__Task instructions__: Look for "ПГРП" in the listing below. Gather each line that contains it.

BEGIN Record extracts

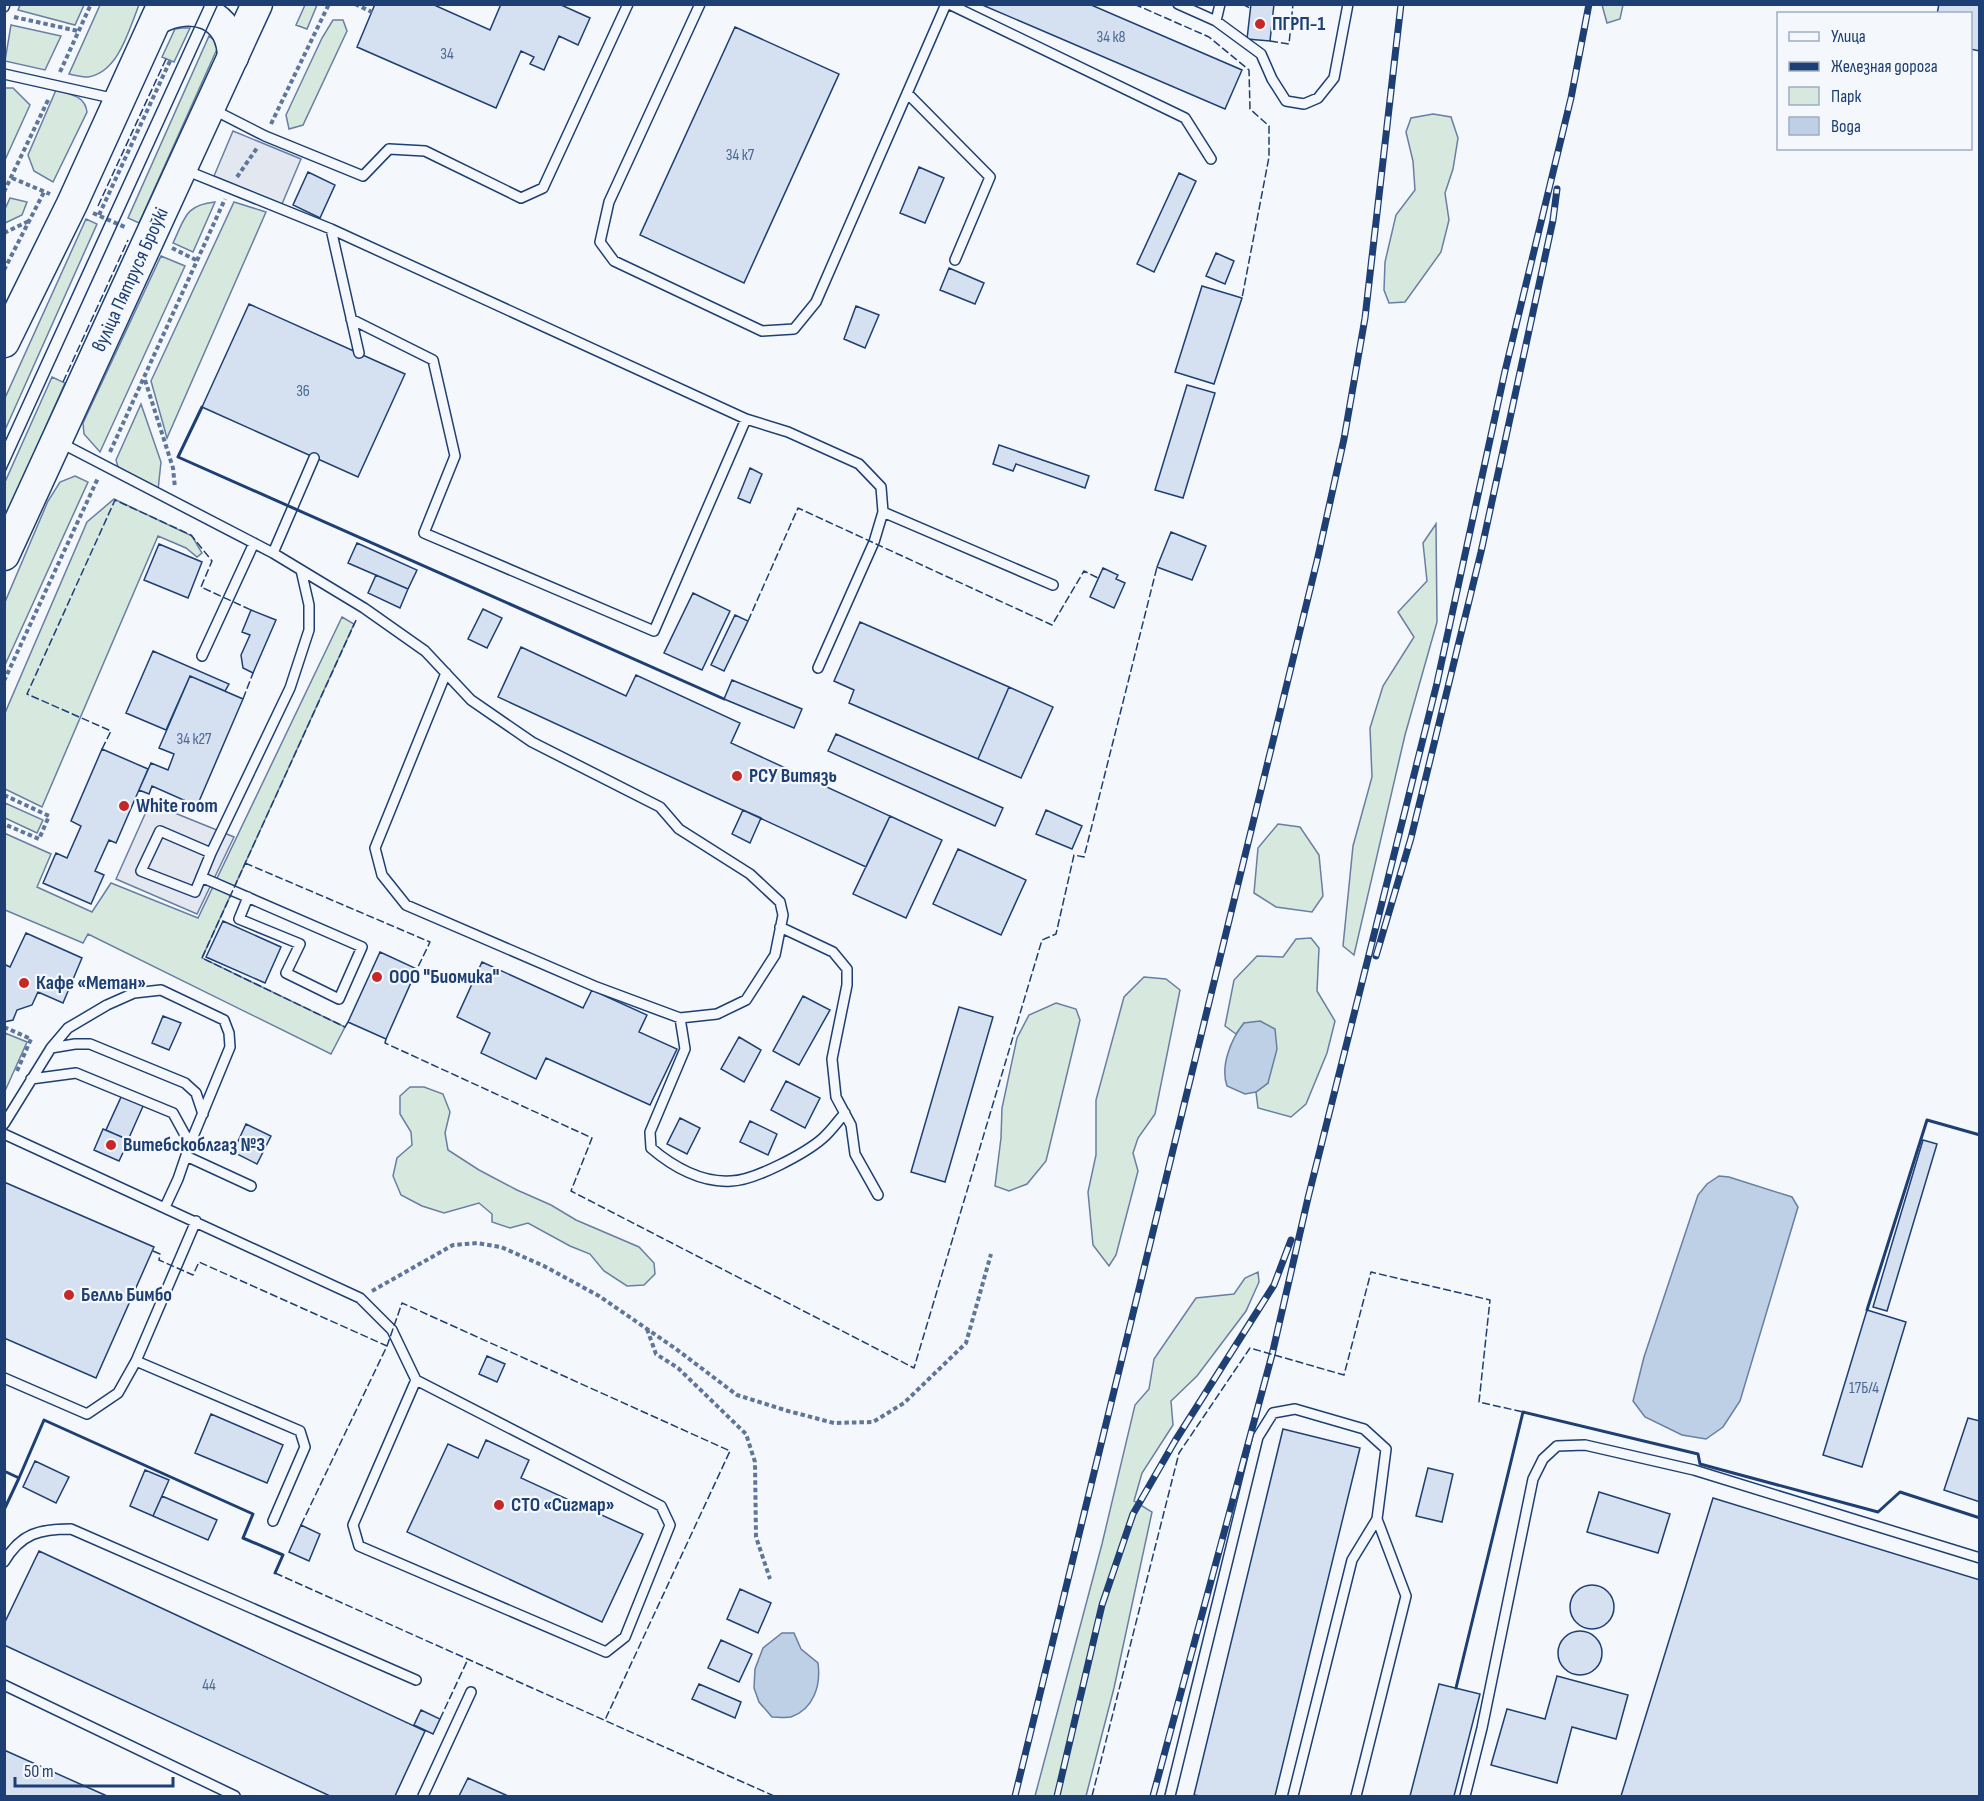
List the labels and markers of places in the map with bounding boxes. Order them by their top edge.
place label: ПГРП-1 [1272,12,1325,36]
marker: ПГРП-1 [1253,17,1267,31]
place label: РСУ Витязь [749,764,837,788]
marker: РСУ Витязь [730,769,744,783]
place label: White room [136,794,218,818]
marker: White room [117,799,131,813]
place label: ООО "Биомика" [389,965,500,989]
marker: ООО "Биомика" [370,970,384,984]
place label: Кафе «Метан» [36,971,146,995]
marker: Кафе «Метан» [17,976,31,990]
place label: Витебскоблгаз №3 [123,1133,265,1157]
marker: Витебскоблгаз №3 [104,1138,118,1152]
place label: Белль Бимбо [81,1283,172,1307]
marker: Белль Бимбо [62,1288,76,1302]
place label: СТО «Сигмар» [511,1493,615,1517]
marker: СТО «Сигмар» [492,1498,506,1512]

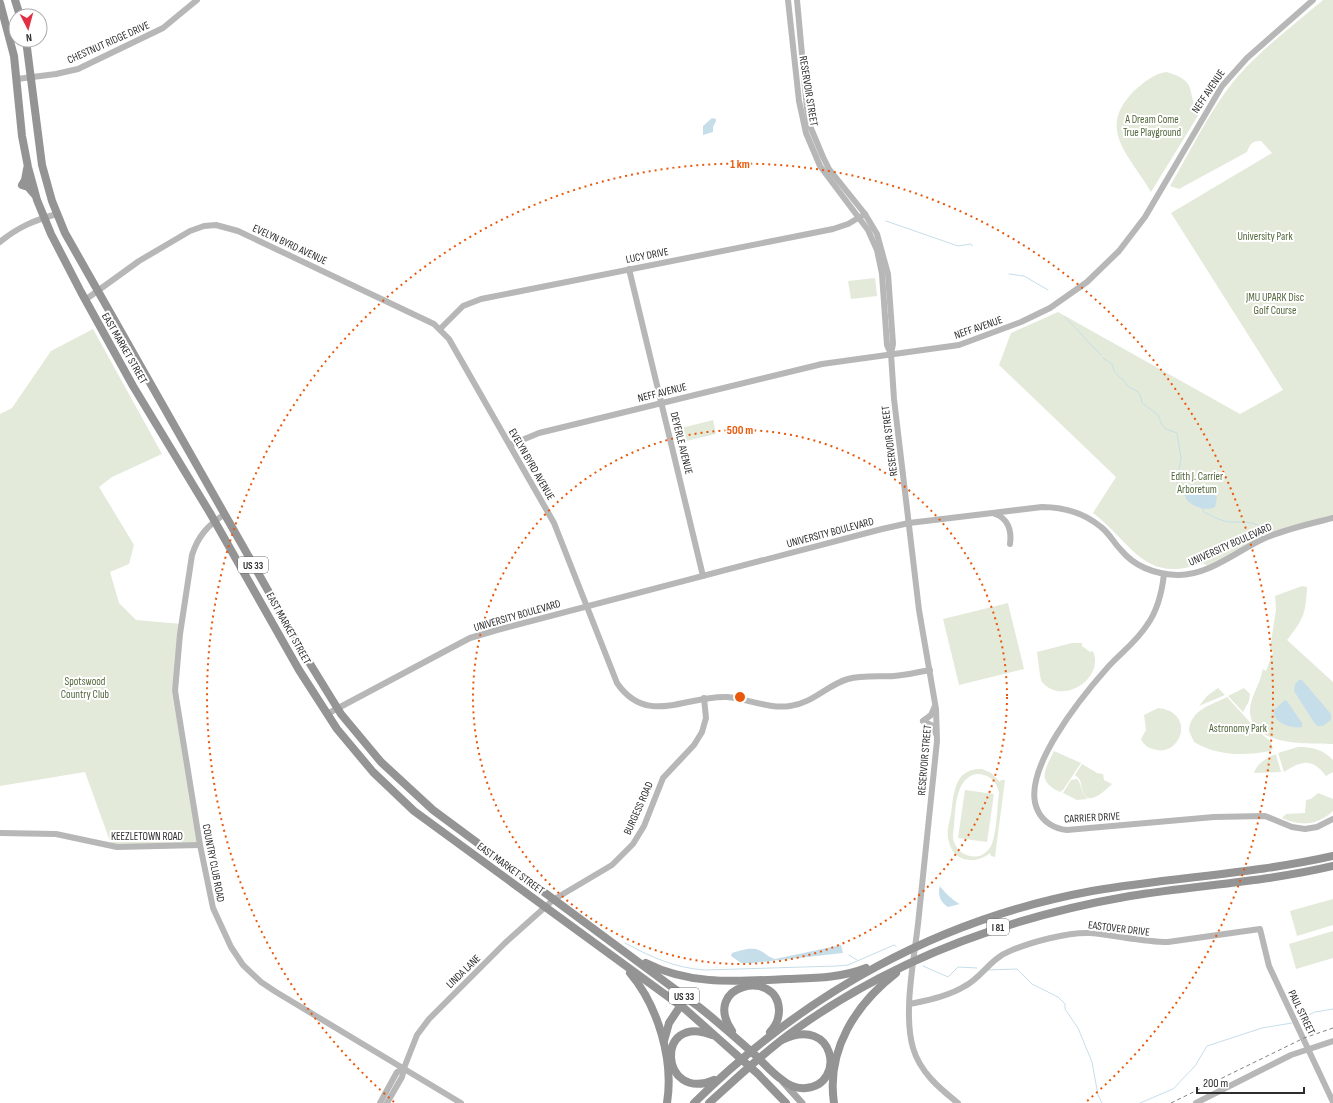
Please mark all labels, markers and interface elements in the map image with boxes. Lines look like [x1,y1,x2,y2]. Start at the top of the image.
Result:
north arrow [8,8,48,48]
street label: CHESTNUT RIDGE DRIVE [65,19,151,66]
text: N [25,31,33,44]
street label: RESERVOIR STREET [797,55,821,128]
street label: NEFF AVENUE [1189,67,1228,116]
park label: A Dream Come True Playground [1123,113,1182,139]
text: 1 km [730,157,750,172]
street label: EVELYN BYRD AVENUE [251,222,329,267]
park label: University Park [1237,230,1293,243]
street label: LUCY DRIVE [625,245,669,266]
park label: JMU UPARK Disc Golf Course [1245,291,1304,317]
street label: EAST MARKET STREET [99,310,150,386]
street label: NEFF AVENUE [952,313,1004,342]
street label: NEFF AVENUE [636,380,688,405]
street label: RESERVOIR STREET [879,404,900,477]
street label: DEYERLE AVENUE [667,411,696,476]
text: 500 m [727,423,753,438]
street label: EVELYN BYRD AVENUE [506,426,557,502]
park label: Edith J. Carrier Arboretum [1171,470,1223,496]
street label: UNIVERSITY BOULEVARD [785,515,875,550]
street label: UNIVERSITY BOULEVARD [1187,520,1274,569]
road number: US 33 [238,557,268,573]
street label: EAST MARKET STREET [264,590,314,667]
street label: UNIVERSITY BOULEVARD [472,597,562,634]
park label: Spotswood Country Club [61,675,110,701]
centre of rings [733,690,747,704]
park label: Astronomy Park [1208,722,1268,735]
street label: RESERVOIR STREET [915,724,934,796]
street label: BURGESS ROAD [621,780,656,837]
street label: CARRIER DRIVE [1064,810,1120,825]
street label: COUNTRY CLUB ROAD [200,823,227,903]
street label: KEEZLETOWN ROAD [111,830,183,843]
street label: EAST MARKET STREET [475,840,547,897]
street label: EASTOVER DRIVE [1087,918,1150,939]
road number: I 81 [987,919,1009,935]
street label: LINDA LANE [443,952,483,991]
road number: US 33 [669,988,699,1004]
street label: PAUL STREET [1285,988,1318,1037]
scale bar [1197,1069,1304,1095]
text: 200 m [1203,1076,1229,1091]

END Record extracts

__Answer to this exercise__:
place label: ПГРП-1 [1272,12,1325,36]
marker: ПГРП-1 [1253,17,1267,31]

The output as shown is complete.